:: Exercise aim ::
The entries are to be written out again with no differences.

#### Data provided ####

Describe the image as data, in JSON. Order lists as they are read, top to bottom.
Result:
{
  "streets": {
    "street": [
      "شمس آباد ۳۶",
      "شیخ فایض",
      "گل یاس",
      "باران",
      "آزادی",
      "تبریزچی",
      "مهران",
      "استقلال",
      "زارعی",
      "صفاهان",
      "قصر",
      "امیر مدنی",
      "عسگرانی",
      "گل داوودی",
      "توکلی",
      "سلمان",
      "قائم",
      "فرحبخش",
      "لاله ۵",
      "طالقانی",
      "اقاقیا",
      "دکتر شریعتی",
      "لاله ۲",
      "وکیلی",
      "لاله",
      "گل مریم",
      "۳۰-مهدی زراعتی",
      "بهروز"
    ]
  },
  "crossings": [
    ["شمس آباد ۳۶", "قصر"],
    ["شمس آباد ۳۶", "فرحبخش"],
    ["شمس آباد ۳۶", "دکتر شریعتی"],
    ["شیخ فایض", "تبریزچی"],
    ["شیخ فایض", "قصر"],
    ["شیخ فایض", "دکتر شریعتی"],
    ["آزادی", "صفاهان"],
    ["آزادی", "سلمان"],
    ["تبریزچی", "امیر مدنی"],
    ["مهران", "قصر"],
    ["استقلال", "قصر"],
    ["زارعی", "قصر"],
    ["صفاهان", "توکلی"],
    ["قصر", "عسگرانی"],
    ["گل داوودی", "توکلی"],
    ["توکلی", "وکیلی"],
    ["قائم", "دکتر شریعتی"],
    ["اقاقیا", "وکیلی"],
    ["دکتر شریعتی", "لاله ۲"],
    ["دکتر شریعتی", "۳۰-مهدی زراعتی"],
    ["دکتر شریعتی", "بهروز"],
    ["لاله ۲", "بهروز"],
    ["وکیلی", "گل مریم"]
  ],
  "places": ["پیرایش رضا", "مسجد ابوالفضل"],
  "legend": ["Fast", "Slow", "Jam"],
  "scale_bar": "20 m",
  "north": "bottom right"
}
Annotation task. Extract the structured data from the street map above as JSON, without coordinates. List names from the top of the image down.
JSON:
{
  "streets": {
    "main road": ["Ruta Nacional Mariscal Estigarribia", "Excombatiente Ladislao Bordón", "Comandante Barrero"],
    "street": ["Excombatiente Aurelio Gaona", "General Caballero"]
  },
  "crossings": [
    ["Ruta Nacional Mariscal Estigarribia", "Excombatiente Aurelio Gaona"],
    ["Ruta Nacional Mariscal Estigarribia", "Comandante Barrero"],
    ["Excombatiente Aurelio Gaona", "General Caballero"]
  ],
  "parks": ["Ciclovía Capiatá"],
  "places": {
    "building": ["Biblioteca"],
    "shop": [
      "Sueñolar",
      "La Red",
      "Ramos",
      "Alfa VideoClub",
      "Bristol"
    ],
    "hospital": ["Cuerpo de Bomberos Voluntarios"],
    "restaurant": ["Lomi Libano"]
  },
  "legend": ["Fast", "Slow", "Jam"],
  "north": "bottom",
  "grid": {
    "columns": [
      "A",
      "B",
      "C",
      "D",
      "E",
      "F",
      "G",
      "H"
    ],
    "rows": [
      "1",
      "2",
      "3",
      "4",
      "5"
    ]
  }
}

####

:: Result ::
Describe the image as data, in JSON. Order lists as they are read, top to bottom.
Result:
{
  "streets": {
    "street": [
      "شمس آباد ۳۶",
      "شیخ فایض",
      "گل یاس",
      "باران",
      "آزادی",
      "تبریزچی",
      "مهران",
      "استقلال",
      "زارعی",
      "صفاهان",
      "قصر",
      "امیر مدنی",
      "عسگرانی",
      "گل داوودی",
      "توکلی",
      "سلمان",
      "قائم",
      "فرحبخش",
      "لاله ۵",
      "طالقانی",
      "اقاقیا",
      "دکتر شریعتی",
      "لاله ۲",
      "وکیلی",
      "لاله",
      "گل مریم",
      "۳۰-مهدی زراعتی",
      "بهروز"
    ]
  },
  "crossings": [
    ["شمس آباد ۳۶", "قصر"],
    ["شمس آباد ۳۶", "فرحبخش"],
    ["شمس آباد ۳۶", "دکتر شریعتی"],
    ["شیخ فایض", "تبریزچی"],
    ["شیخ فایض", "قصر"],
    ["شیخ فایض", "دکتر شریعتی"],
    ["آزادی", "صفاهان"],
    ["آزادی", "سلمان"],
    ["تبریزچی", "امیر مدنی"],
    ["مهران", "قصر"],
    ["استقلال", "قصر"],
    ["زارعی", "قصر"],
    ["صفاهان", "توکلی"],
    ["قصر", "عسگرانی"],
    ["گل داوودی", "توکلی"],
    ["توکلی", "وکیلی"],
    ["قائم", "دکتر شریعتی"],
    ["اقاقیا", "وکیلی"],
    ["دکتر شریعتی", "لاله ۲"],
    ["دکتر شریعتی", "۳۰-مهدی زراعتی"],
    ["دکتر شریعتی", "بهروز"],
    ["لاله ۲", "بهروز"],
    ["وکیلی", "گل مریم"]
  ],
  "places": ["پیرایش رضا", "مسجد ابوالفضل"],
  "legend": ["Fast", "Slow", "Jam"],
  "scale_bar": "20 m",
  "north": "bottom right"
}
Annotation task. Extract the structured data from the street map above as JSON, without coordinates. List names from the top of the image down.
JSON:
{
  "streets": {
    "main road": ["Ruta Nacional Mariscal Estigarribia", "Excombatiente Ladislao Bordón", "Comandante Barrero"],
    "street": ["Excombatiente Aurelio Gaona", "General Caballero"]
  },
  "crossings": [
    ["Ruta Nacional Mariscal Estigarribia", "Excombatiente Aurelio Gaona"],
    ["Ruta Nacional Mariscal Estigarribia", "Comandante Barrero"],
    ["Excombatiente Aurelio Gaona", "General Caballero"]
  ],
  "parks": ["Ciclovía Capiatá"],
  "places": {
    "building": ["Biblioteca"],
    "shop": [
      "Sueñolar",
      "La Red",
      "Ramos",
      "Alfa VideoClub",
      "Bristol"
    ],
    "hospital": ["Cuerpo de Bomberos Voluntarios"],
    "restaurant": ["Lomi Libano"]
  },
  "legend": ["Fast", "Slow", "Jam"],
  "north": "bottom",
  "grid": {
    "columns": [
      "A",
      "B",
      "C",
      "D",
      "E",
      "F",
      "G",
      "H"
    ],
    "rows": [
      "1",
      "2",
      "3",
      "4",
      "5"
    ]
  }
}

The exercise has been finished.